━━━━━ AVAILABLE DATA ━━━━━

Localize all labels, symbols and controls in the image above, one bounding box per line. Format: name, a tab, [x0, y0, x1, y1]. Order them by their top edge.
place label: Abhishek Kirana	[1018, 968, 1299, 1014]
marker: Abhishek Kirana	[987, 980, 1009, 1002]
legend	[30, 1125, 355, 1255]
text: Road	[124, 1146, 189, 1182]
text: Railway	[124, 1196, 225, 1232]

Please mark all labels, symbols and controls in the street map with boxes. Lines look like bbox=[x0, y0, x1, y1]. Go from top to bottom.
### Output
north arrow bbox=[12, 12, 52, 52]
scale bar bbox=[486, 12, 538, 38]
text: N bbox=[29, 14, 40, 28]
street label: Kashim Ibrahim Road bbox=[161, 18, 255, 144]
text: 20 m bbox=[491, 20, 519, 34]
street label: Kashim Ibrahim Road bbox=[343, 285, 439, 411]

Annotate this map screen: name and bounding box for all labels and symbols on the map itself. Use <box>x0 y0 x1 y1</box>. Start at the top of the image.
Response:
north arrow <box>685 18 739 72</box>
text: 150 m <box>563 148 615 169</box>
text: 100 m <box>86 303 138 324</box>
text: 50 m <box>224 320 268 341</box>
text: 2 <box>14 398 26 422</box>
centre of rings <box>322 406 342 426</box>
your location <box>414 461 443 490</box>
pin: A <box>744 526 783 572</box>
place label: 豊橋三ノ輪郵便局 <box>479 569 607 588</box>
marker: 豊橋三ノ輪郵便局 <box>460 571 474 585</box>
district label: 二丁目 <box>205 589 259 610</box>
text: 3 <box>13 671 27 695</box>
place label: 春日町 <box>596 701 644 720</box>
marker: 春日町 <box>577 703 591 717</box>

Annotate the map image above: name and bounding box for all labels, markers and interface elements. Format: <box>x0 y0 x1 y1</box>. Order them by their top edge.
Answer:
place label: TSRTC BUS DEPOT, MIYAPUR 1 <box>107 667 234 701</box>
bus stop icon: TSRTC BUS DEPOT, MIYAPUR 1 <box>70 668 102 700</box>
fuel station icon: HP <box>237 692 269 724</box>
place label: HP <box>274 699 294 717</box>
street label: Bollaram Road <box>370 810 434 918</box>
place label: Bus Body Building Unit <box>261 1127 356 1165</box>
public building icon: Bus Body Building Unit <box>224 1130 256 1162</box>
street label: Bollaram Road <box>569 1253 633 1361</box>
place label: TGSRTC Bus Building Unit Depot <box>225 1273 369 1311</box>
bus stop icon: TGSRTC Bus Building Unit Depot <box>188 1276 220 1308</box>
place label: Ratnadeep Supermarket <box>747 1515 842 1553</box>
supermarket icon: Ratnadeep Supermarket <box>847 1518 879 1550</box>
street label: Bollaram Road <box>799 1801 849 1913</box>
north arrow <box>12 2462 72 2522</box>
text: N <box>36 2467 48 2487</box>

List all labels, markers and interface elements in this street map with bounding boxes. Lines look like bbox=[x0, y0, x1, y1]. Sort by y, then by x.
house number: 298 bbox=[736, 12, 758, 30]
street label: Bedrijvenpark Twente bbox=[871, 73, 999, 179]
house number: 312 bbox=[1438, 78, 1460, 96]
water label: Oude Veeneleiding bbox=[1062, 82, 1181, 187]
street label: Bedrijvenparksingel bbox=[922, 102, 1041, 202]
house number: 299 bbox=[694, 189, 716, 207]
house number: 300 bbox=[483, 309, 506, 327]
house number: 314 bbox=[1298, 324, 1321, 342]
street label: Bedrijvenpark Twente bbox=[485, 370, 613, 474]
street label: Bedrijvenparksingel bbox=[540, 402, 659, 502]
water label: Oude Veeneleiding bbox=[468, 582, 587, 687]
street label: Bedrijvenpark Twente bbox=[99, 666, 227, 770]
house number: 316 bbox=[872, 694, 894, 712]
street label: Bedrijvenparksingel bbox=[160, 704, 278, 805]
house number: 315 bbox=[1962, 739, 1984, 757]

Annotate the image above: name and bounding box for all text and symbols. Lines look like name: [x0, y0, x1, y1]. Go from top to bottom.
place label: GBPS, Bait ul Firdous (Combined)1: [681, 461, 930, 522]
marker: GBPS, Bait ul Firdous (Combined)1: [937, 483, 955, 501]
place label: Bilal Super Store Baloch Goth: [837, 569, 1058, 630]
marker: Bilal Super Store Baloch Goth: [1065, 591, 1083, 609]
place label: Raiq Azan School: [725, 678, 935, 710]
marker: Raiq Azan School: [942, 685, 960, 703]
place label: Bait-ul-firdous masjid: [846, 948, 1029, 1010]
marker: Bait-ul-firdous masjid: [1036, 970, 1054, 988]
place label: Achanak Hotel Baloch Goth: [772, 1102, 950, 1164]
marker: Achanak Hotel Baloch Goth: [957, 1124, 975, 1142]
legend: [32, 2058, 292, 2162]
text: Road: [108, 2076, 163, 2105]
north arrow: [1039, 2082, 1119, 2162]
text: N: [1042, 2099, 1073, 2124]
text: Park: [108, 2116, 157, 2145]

━━━━━

ASSIGNMENT:
Please output each record exactly as it appears above.

TASK RESULT:
Localize all labels, symbols and controls in the image above, one bounding box per line. Format: name, a tab, [x0, y0, x1, y1]. Order them by their top edge.
place label: Abhishek Kirana	[1018, 968, 1299, 1014]
marker: Abhishek Kirana	[987, 980, 1009, 1002]
legend	[30, 1125, 355, 1255]
text: Road	[124, 1146, 189, 1182]
text: Railway	[124, 1196, 225, 1232]

Please mark all labels, symbols and controls in the street map with boxes. Lines look like bbox=[x0, y0, x1, y1]. Go from top to bottom.
### Output
north arrow bbox=[12, 12, 52, 52]
scale bar bbox=[486, 12, 538, 38]
text: N bbox=[29, 14, 40, 28]
street label: Kashim Ibrahim Road bbox=[161, 18, 255, 144]
text: 20 m bbox=[491, 20, 519, 34]
street label: Kashim Ibrahim Road bbox=[343, 285, 439, 411]

Annotate this map screen: name and bounding box for all labels and symbols on the map itself. Use <box>x0 y0 x1 y1</box>. Start at the top of the image.
Response:
north arrow <box>685 18 739 72</box>
text: 150 m <box>563 148 615 169</box>
text: 100 m <box>86 303 138 324</box>
text: 50 m <box>224 320 268 341</box>
text: 2 <box>14 398 26 422</box>
centre of rings <box>322 406 342 426</box>
your location <box>414 461 443 490</box>
pin: A <box>744 526 783 572</box>
place label: 豊橋三ノ輪郵便局 <box>479 569 607 588</box>
marker: 豊橋三ノ輪郵便局 <box>460 571 474 585</box>
district label: 二丁目 <box>205 589 259 610</box>
text: 3 <box>13 671 27 695</box>
place label: 春日町 <box>596 701 644 720</box>
marker: 春日町 <box>577 703 591 717</box>

Annotate the map image above: name and bounding box for all labels, markers and interface elements. Format: <box>x0 y0 x1 y1</box>. Order them by their top edge.
Answer:
place label: TSRTC BUS DEPOT, MIYAPUR 1 <box>107 667 234 701</box>
bus stop icon: TSRTC BUS DEPOT, MIYAPUR 1 <box>70 668 102 700</box>
fuel station icon: HP <box>237 692 269 724</box>
place label: HP <box>274 699 294 717</box>
street label: Bollaram Road <box>370 810 434 918</box>
place label: Bus Body Building Unit <box>261 1127 356 1165</box>
public building icon: Bus Body Building Unit <box>224 1130 256 1162</box>
street label: Bollaram Road <box>569 1253 633 1361</box>
place label: TGSRTC Bus Building Unit Depot <box>225 1273 369 1311</box>
bus stop icon: TGSRTC Bus Building Unit Depot <box>188 1276 220 1308</box>
place label: Ratnadeep Supermarket <box>747 1515 842 1553</box>
supermarket icon: Ratnadeep Supermarket <box>847 1518 879 1550</box>
street label: Bollaram Road <box>799 1801 849 1913</box>
north arrow <box>12 2462 72 2522</box>
text: N <box>36 2467 48 2487</box>

List all labels, markers and interface elements in this street map with bounding boxes. Lines look like bbox=[x0, y0, x1, y1]. Sort by y, then by x.
house number: 298 bbox=[736, 12, 758, 30]
street label: Bedrijvenpark Twente bbox=[871, 73, 999, 179]
house number: 312 bbox=[1438, 78, 1460, 96]
water label: Oude Veeneleiding bbox=[1062, 82, 1181, 187]
street label: Bedrijvenparksingel bbox=[922, 102, 1041, 202]
house number: 299 bbox=[694, 189, 716, 207]
house number: 300 bbox=[483, 309, 506, 327]
house number: 314 bbox=[1298, 324, 1321, 342]
street label: Bedrijvenpark Twente bbox=[485, 370, 613, 474]
street label: Bedrijvenparksingel bbox=[540, 402, 659, 502]
water label: Oude Veeneleiding bbox=[468, 582, 587, 687]
street label: Bedrijvenpark Twente bbox=[99, 666, 227, 770]
house number: 316 bbox=[872, 694, 894, 712]
street label: Bedrijvenparksingel bbox=[160, 704, 278, 805]
house number: 315 bbox=[1962, 739, 1984, 757]

Annotate the image above: name and bounding box for all text and symbols. Lines look like name: [x0, y0, x1, y1]. Go from top to bottom.
place label: GBPS, Bait ul Firdous (Combined)1: [681, 461, 930, 522]
marker: GBPS, Bait ul Firdous (Combined)1: [937, 483, 955, 501]
place label: Bilal Super Store Baloch Goth: [837, 569, 1058, 630]
marker: Bilal Super Store Baloch Goth: [1065, 591, 1083, 609]
place label: Raiq Azan School: [725, 678, 935, 710]
marker: Raiq Azan School: [942, 685, 960, 703]
place label: Bait-ul-firdous masjid: [846, 948, 1029, 1010]
marker: Bait-ul-firdous masjid: [1036, 970, 1054, 988]
place label: Achanak Hotel Baloch Goth: [772, 1102, 950, 1164]
marker: Achanak Hotel Baloch Goth: [957, 1124, 975, 1142]
legend: [32, 2058, 292, 2162]
text: Road: [108, 2076, 163, 2105]
north arrow: [1039, 2082, 1119, 2162]
text: N: [1042, 2099, 1073, 2124]
text: Park: [108, 2116, 157, 2145]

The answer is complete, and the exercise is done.